[WORK REQUIRED]
Whatever the records say, repeat them exactly as given.

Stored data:
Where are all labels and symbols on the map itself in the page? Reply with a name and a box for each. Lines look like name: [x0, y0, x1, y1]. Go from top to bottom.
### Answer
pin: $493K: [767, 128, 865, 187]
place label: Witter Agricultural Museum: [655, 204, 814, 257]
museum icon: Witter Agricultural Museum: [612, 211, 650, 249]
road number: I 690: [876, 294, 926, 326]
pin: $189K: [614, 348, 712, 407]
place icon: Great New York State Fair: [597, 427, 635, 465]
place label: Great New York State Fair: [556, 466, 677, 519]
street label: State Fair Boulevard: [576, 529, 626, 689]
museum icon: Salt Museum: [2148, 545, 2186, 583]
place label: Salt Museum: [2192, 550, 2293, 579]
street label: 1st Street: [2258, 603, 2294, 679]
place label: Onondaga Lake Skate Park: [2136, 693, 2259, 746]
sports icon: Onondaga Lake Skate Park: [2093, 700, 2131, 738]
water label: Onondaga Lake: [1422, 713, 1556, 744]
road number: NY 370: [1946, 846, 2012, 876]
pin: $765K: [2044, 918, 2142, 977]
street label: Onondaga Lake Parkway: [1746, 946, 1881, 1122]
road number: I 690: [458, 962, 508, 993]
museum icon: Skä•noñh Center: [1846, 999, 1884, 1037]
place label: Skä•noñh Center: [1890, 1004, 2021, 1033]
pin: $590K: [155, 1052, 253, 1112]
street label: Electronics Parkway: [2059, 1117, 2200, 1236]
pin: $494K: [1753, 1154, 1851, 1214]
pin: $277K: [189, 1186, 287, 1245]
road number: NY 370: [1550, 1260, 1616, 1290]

[PROBLEM SOLUTION]
Where are all labels and symbols on the map itself in the page? Reply with a name and a box for each. Lines look like name: [x0, y0, x1, y1]. Go from top to bottom.
### Answer
pin: $493K: [767, 128, 865, 187]
place label: Witter Agricultural Museum: [655, 204, 814, 257]
museum icon: Witter Agricultural Museum: [612, 211, 650, 249]
road number: I 690: [876, 294, 926, 326]
pin: $189K: [614, 348, 712, 407]
place icon: Great New York State Fair: [597, 427, 635, 465]
place label: Great New York State Fair: [556, 466, 677, 519]
street label: State Fair Boulevard: [576, 529, 626, 689]
museum icon: Salt Museum: [2148, 545, 2186, 583]
place label: Salt Museum: [2192, 550, 2293, 579]
street label: 1st Street: [2258, 603, 2294, 679]
place label: Onondaga Lake Skate Park: [2136, 693, 2259, 746]
sports icon: Onondaga Lake Skate Park: [2093, 700, 2131, 738]
water label: Onondaga Lake: [1422, 713, 1556, 744]
road number: NY 370: [1946, 846, 2012, 876]
pin: $765K: [2044, 918, 2142, 977]
street label: Onondaga Lake Parkway: [1746, 946, 1881, 1122]
road number: I 690: [458, 962, 508, 993]
museum icon: Skä•noñh Center: [1846, 999, 1884, 1037]
place label: Skä•noñh Center: [1890, 1004, 2021, 1033]
pin: $590K: [155, 1052, 253, 1112]
street label: Electronics Parkway: [2059, 1117, 2200, 1236]
pin: $494K: [1753, 1154, 1851, 1214]
pin: $277K: [189, 1186, 287, 1245]
road number: NY 370: [1550, 1260, 1616, 1290]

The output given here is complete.